● **RECORDS SHOWN**:
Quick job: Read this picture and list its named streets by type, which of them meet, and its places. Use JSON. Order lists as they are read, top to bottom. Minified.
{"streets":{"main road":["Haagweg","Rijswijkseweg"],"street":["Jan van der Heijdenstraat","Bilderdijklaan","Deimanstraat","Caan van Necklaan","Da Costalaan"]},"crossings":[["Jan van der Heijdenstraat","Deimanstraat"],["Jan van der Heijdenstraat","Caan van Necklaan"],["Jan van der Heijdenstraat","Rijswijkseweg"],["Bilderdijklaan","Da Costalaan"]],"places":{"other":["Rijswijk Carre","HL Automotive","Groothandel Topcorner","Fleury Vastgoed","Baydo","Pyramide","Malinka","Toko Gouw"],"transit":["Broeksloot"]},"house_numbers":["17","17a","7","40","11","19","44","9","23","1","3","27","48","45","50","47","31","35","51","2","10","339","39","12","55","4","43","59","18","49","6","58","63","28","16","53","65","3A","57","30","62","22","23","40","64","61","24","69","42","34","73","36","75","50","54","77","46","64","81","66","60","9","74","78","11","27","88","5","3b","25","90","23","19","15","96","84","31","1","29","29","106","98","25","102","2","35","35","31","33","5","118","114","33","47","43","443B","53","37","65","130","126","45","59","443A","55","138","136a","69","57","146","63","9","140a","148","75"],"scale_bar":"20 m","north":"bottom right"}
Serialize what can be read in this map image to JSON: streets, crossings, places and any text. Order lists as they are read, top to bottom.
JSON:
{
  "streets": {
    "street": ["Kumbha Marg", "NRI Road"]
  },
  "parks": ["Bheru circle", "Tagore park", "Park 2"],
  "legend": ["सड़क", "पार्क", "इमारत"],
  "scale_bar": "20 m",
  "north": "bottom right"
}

...

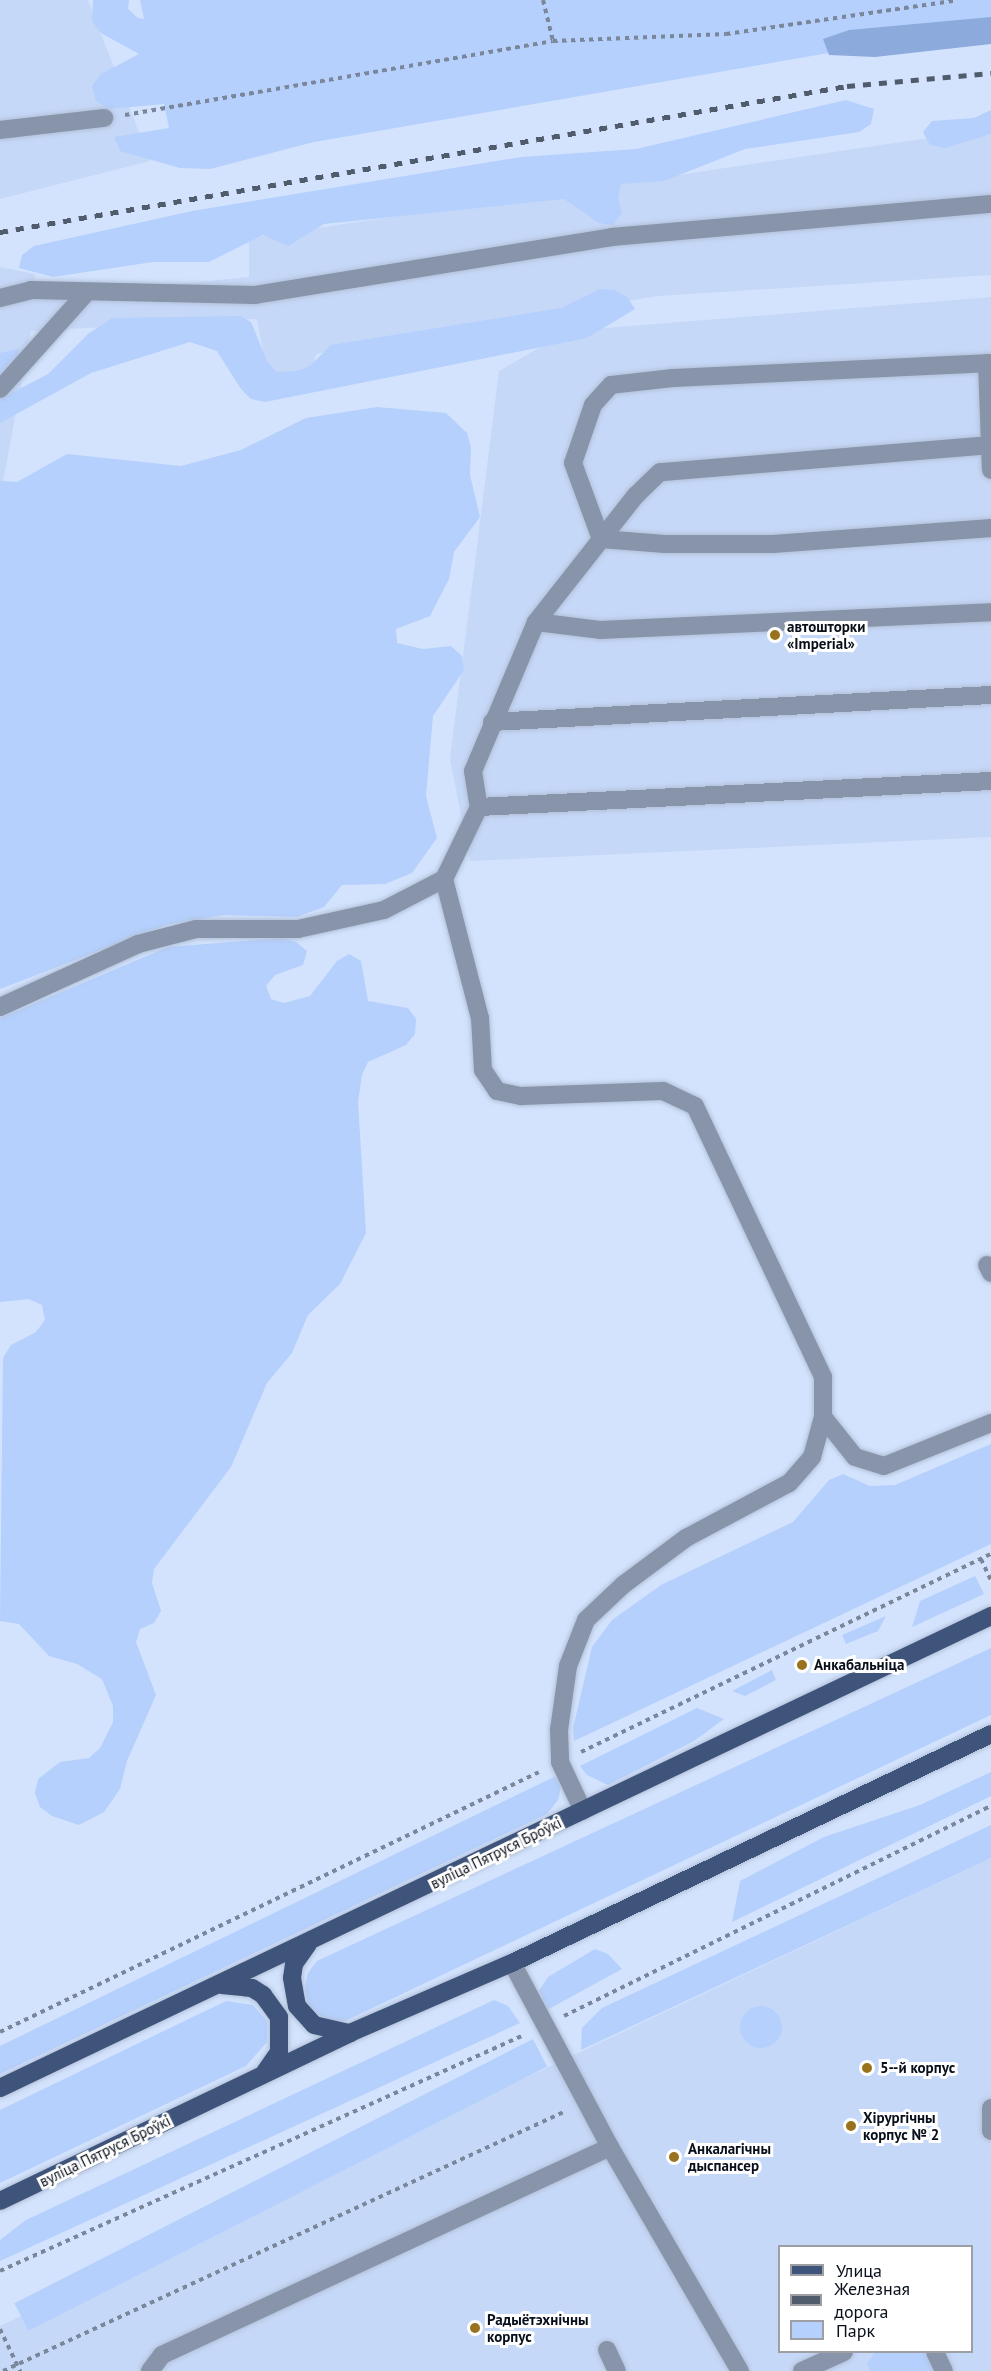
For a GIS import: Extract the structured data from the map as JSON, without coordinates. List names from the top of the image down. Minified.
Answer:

● **WORK TASK**: Say how many lines in the data above contain the string "image", and give no other output.

● **ANSWER SECTION**: 2